▶ Problem details
Your answer should be every line of the records that contains the word "grid", copied as it stands.
== Segment start ==
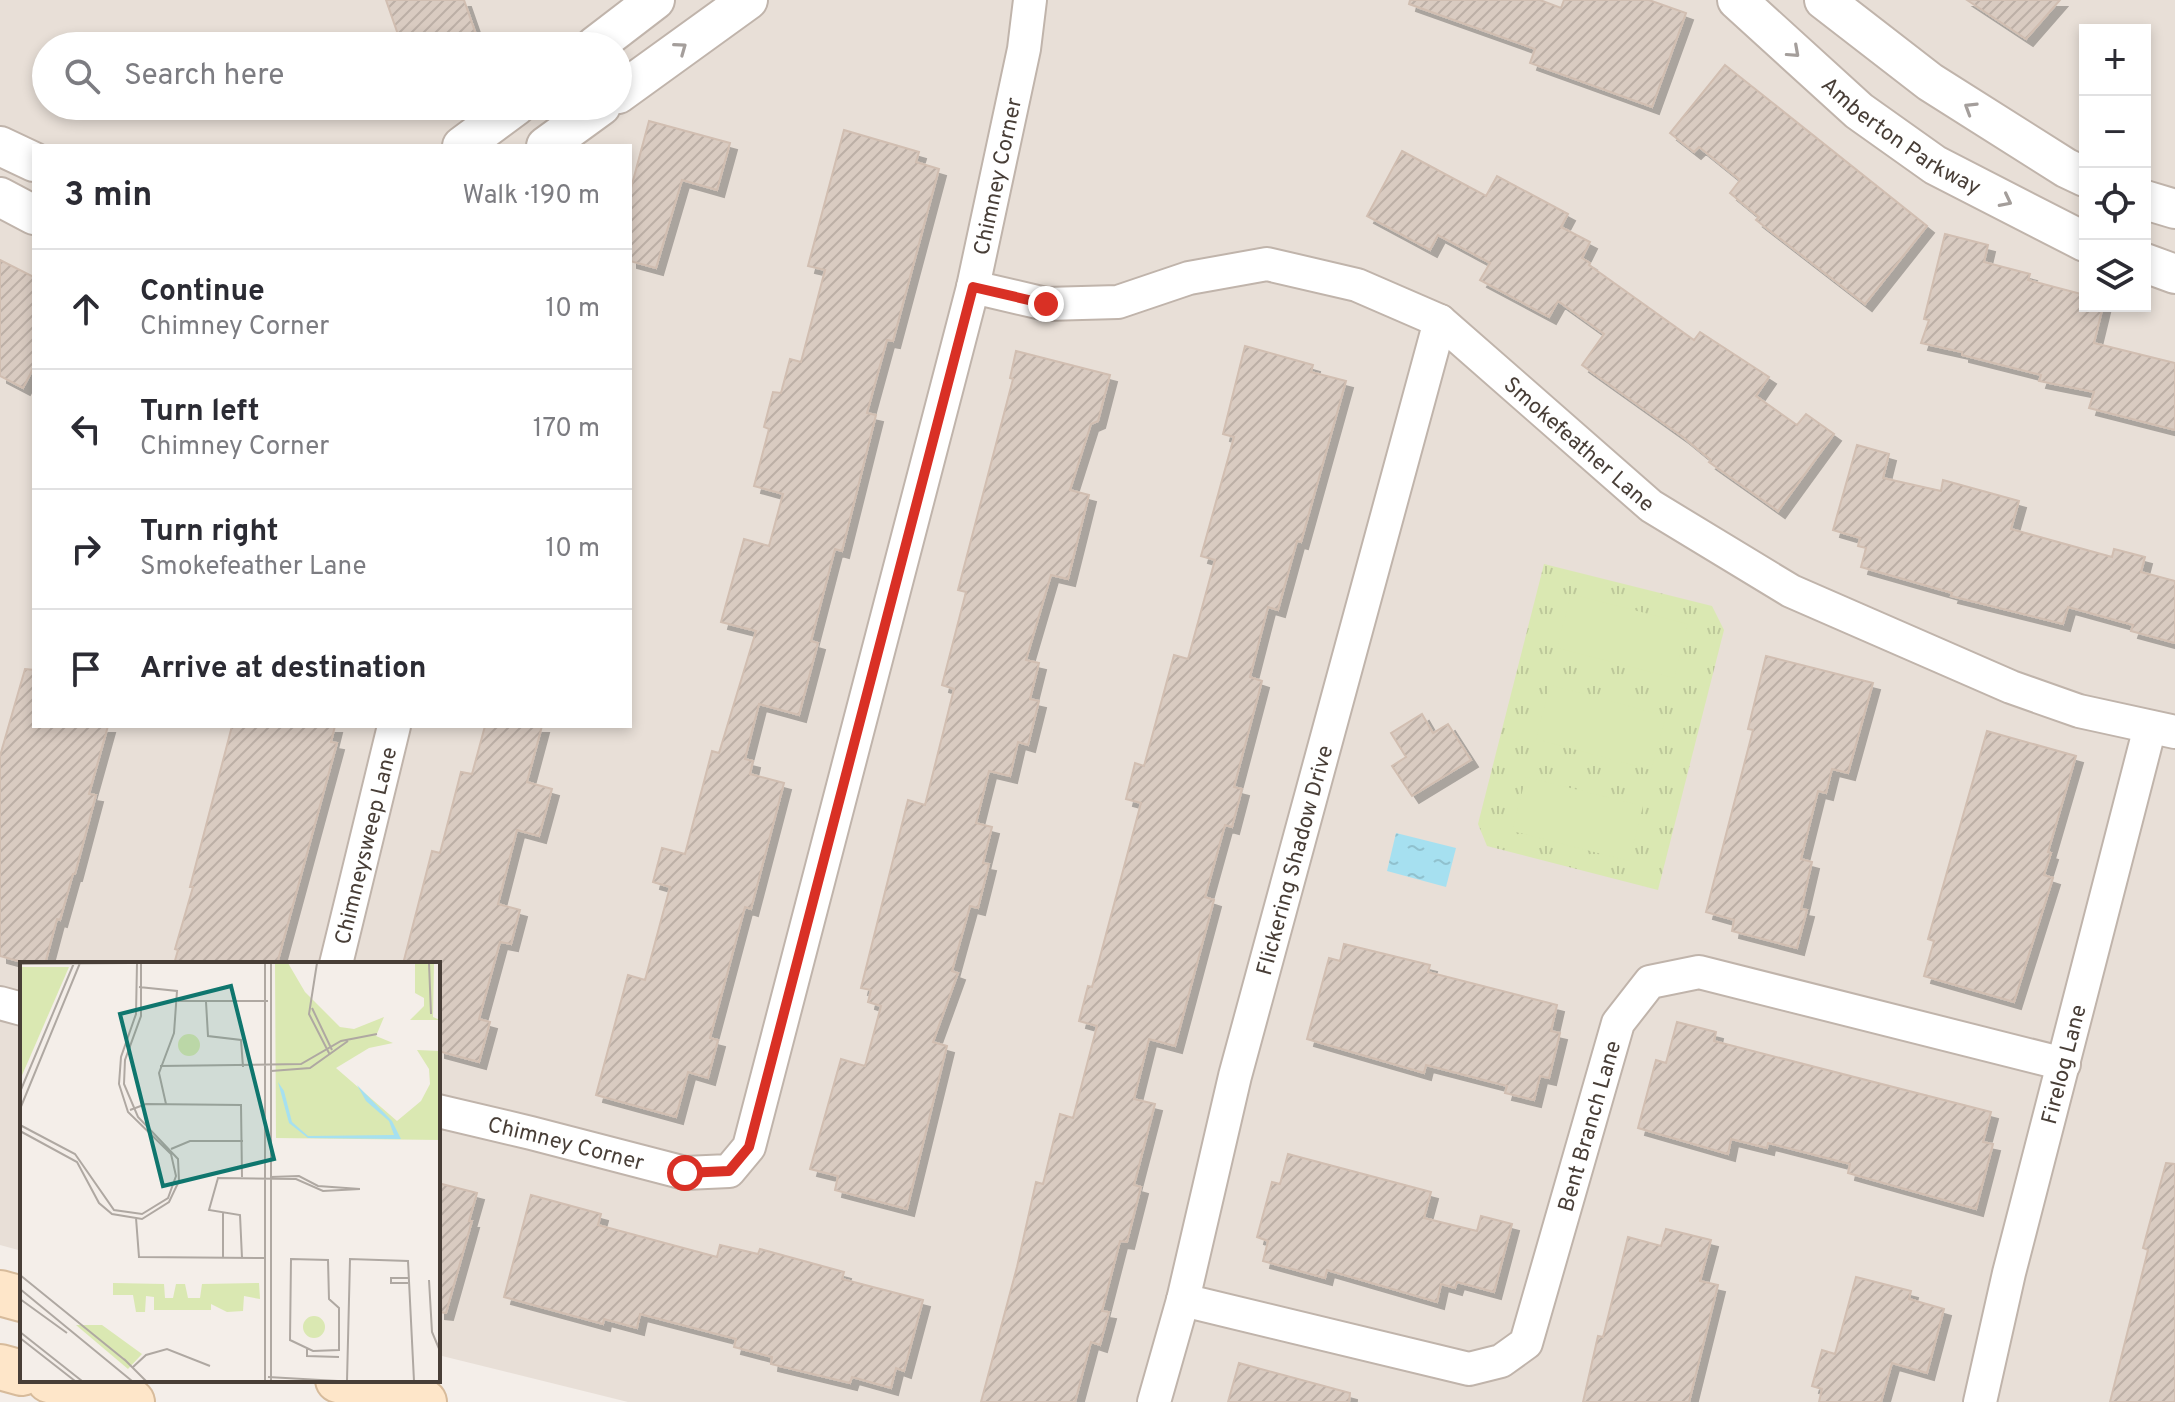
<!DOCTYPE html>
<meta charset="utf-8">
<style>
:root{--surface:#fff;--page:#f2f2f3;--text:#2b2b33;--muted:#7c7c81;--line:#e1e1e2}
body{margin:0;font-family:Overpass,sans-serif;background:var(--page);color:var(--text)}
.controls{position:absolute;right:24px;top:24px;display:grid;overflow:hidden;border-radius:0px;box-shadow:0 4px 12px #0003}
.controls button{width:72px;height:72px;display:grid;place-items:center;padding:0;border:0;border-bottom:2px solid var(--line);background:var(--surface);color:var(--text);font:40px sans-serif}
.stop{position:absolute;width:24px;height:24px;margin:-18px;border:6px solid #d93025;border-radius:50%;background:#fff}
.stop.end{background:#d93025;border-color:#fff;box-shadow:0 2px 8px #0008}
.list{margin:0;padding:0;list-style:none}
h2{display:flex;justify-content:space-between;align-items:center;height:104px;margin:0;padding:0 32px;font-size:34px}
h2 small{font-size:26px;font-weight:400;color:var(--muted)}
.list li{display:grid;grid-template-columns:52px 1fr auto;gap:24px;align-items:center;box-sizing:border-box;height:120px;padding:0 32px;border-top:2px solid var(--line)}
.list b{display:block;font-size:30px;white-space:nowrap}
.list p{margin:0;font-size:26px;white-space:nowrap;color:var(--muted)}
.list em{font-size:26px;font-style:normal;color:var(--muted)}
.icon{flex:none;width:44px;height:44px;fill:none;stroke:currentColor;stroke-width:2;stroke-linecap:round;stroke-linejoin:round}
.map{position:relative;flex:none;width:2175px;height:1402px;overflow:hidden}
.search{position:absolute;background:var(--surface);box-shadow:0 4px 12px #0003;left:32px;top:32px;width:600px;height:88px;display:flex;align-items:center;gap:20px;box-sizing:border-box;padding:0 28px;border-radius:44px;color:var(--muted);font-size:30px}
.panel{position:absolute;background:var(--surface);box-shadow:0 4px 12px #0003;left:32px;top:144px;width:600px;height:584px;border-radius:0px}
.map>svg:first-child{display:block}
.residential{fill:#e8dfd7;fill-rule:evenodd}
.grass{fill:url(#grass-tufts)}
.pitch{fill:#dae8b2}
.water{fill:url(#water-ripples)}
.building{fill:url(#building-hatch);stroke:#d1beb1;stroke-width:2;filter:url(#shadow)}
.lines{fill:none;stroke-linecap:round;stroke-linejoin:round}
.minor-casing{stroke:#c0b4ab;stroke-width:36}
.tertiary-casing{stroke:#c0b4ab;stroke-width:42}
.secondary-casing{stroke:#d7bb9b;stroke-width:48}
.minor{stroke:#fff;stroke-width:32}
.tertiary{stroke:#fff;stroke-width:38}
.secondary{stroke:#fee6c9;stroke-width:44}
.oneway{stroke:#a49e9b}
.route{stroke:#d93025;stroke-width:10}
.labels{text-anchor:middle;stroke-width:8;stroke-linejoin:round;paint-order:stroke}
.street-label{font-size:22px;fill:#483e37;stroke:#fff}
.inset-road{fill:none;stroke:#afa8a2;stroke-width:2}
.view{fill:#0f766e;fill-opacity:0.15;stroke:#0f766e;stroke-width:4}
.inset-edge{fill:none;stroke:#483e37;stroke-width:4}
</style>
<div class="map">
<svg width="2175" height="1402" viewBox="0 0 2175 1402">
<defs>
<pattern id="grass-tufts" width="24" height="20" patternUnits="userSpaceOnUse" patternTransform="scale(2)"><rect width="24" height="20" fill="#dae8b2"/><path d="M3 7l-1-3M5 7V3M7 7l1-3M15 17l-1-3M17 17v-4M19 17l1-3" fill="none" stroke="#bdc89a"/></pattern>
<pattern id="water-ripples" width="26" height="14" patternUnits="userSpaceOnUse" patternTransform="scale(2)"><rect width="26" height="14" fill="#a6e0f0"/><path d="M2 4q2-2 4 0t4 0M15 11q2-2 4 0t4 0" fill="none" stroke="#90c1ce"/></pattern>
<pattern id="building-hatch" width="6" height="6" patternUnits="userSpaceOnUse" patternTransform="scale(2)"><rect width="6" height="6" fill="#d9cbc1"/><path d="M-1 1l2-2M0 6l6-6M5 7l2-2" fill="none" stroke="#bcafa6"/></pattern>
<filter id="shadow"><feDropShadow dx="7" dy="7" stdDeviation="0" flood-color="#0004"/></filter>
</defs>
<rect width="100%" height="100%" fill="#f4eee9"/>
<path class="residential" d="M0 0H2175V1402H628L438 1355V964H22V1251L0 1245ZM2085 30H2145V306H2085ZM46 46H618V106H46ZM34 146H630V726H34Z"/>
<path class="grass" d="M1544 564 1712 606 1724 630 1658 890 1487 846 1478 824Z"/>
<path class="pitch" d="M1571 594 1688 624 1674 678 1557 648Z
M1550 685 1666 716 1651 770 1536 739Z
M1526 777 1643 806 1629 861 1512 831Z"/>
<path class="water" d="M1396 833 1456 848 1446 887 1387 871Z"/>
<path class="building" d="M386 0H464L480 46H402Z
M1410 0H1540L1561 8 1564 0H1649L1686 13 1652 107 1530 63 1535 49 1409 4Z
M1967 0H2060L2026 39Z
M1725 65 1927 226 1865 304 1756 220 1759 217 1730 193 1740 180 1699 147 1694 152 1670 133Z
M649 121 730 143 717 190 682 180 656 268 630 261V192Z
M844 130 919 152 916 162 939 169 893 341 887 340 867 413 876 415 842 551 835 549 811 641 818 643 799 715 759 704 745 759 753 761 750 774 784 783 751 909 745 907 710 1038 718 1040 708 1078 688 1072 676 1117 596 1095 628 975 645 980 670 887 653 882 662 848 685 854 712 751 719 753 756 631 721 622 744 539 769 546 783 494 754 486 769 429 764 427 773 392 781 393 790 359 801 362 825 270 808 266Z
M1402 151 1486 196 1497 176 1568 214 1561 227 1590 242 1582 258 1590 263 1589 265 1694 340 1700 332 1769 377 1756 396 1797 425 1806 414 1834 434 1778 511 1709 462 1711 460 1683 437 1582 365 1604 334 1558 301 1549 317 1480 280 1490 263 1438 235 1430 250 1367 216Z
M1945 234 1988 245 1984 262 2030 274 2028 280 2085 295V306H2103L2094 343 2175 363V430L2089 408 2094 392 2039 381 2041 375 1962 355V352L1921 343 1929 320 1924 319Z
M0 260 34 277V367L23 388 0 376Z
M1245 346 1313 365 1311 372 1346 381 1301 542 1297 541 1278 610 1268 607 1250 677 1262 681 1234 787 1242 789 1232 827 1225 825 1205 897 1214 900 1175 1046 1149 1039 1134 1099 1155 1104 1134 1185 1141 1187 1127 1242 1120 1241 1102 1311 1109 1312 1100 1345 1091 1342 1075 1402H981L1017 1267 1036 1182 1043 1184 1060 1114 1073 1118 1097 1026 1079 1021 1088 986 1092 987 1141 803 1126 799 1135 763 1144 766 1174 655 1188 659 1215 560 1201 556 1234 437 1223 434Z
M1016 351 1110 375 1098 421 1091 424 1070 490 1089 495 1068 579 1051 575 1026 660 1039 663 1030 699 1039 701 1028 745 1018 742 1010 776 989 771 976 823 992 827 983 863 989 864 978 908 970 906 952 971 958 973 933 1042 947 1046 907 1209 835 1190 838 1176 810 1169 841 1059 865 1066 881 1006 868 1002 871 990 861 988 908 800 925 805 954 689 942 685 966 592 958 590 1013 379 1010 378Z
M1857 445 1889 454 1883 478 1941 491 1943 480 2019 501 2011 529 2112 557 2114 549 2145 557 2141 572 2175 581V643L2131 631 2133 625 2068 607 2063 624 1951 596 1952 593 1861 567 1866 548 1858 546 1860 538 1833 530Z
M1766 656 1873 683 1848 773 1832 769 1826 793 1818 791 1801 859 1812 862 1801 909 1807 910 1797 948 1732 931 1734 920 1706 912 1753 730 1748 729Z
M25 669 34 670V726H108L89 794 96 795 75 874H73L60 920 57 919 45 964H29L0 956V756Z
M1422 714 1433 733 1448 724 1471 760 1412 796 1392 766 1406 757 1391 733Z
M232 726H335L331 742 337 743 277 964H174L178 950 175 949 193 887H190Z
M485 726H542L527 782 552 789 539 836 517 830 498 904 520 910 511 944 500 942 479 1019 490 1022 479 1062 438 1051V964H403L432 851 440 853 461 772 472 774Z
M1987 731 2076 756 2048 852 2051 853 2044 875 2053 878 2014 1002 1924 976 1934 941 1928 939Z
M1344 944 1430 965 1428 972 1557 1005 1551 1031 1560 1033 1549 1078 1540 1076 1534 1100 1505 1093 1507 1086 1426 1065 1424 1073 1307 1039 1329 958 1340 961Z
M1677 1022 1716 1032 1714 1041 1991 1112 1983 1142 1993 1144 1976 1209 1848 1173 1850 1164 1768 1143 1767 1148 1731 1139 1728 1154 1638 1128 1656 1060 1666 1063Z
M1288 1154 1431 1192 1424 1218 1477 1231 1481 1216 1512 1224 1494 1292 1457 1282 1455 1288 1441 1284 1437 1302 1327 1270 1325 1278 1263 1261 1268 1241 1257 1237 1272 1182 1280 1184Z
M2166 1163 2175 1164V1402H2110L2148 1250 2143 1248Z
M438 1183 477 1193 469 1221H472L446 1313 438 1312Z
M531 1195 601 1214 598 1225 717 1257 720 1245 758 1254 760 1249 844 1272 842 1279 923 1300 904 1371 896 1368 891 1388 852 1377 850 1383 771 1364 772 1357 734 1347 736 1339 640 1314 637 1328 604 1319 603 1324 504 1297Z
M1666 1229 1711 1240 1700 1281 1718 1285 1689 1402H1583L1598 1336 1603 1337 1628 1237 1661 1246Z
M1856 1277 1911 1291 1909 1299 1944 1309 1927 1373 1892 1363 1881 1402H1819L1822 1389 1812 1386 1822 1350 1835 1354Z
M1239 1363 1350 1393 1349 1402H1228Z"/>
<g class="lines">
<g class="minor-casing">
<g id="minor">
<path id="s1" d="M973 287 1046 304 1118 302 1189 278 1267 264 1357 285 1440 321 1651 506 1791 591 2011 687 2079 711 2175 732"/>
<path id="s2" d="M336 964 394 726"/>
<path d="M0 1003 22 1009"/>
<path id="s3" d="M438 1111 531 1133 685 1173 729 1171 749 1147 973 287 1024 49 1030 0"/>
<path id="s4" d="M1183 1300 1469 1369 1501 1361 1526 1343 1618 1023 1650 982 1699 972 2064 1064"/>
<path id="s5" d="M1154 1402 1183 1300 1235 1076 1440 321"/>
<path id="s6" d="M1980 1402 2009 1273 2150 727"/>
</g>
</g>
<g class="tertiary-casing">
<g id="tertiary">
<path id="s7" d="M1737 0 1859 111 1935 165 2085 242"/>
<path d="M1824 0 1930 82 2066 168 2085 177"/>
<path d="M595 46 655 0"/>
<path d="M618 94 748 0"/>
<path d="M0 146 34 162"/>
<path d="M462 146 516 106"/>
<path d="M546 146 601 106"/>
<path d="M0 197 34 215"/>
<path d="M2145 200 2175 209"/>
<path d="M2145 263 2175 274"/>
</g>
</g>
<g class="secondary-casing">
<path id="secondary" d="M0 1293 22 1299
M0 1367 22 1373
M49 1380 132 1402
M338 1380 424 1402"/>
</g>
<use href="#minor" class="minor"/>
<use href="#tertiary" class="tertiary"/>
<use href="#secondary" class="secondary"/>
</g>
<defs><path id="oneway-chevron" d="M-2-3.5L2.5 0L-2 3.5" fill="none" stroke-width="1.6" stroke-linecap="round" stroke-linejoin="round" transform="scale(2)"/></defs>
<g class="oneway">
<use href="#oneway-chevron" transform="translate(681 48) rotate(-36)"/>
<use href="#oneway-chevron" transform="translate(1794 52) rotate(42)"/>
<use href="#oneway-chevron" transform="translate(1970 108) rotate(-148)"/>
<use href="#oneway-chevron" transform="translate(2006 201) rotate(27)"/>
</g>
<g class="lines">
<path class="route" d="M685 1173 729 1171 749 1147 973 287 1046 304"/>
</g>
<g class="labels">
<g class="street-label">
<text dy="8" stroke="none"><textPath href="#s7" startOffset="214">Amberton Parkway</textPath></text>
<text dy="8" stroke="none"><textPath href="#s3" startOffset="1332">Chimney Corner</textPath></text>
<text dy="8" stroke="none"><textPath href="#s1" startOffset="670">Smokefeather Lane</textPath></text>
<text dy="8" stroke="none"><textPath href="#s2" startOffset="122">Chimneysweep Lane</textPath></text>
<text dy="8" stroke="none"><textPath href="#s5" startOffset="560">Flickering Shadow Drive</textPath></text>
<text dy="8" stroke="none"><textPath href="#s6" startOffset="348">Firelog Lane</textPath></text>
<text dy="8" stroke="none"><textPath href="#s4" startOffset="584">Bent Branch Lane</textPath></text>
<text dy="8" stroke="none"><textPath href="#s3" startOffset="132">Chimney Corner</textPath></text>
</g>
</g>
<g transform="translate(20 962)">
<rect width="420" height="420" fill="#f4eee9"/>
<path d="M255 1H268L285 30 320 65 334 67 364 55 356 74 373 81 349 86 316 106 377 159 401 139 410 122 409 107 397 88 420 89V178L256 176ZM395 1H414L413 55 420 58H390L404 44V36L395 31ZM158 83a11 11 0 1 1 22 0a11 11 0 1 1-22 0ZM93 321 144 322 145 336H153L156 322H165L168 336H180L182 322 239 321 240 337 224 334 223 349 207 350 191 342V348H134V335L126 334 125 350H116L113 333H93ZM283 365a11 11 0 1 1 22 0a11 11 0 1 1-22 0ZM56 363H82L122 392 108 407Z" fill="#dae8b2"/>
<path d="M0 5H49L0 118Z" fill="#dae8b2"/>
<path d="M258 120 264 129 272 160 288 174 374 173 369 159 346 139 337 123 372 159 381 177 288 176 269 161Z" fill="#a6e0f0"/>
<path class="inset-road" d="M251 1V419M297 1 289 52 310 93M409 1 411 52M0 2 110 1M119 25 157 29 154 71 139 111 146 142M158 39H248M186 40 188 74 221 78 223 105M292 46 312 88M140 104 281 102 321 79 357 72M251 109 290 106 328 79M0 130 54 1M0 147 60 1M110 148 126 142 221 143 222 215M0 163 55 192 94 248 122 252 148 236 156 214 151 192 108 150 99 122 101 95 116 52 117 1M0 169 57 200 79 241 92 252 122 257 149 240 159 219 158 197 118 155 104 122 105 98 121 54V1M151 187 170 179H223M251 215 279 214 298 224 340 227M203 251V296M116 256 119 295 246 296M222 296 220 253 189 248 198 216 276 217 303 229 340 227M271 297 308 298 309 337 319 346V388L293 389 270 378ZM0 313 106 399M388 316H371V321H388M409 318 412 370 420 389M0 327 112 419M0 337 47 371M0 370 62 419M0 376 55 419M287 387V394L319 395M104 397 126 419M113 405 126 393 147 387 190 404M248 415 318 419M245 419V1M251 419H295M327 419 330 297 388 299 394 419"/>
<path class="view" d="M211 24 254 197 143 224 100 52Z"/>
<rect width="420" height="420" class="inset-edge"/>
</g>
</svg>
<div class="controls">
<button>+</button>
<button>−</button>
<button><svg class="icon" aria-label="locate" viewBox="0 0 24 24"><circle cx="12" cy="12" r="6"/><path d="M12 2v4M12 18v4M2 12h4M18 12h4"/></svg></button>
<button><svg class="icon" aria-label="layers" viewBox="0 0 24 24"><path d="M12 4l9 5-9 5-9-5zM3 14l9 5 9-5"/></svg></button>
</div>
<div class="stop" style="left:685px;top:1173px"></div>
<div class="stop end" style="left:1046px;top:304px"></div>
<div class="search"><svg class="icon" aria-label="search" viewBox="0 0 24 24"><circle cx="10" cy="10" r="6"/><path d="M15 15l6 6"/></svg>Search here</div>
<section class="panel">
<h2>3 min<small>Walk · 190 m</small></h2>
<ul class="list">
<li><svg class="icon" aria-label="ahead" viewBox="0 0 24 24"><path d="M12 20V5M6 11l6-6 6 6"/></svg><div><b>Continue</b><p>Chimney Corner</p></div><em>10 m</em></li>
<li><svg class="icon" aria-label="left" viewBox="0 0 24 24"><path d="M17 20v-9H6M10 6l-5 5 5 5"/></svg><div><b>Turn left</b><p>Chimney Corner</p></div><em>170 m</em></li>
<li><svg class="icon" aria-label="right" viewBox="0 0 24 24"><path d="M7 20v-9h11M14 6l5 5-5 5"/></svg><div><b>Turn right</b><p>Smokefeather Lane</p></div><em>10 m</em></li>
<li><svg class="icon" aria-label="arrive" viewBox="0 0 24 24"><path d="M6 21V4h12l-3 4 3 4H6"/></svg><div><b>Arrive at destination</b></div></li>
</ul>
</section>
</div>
== Segment end ==
▶ Answer space
.controls{position:absolute;right:24px;top:24px;display:grid;overflow:hidden;border-radius:0px;box-shadow:0 4px 12px #0003}
.controls button{width:72px;height:72px;display:grid;place-items:center;padding:0;border:0;border-bottom:2px solid var(--line);background:var(--surface);color:var(--text);font:40px sans-serif}
.list li{display:grid;grid-template-columns:52px 1fr auto;gap:24px;align-items:center;box-sizing:border-box;height:120px;padding:0 32px;border-top:2px solid var(--line)}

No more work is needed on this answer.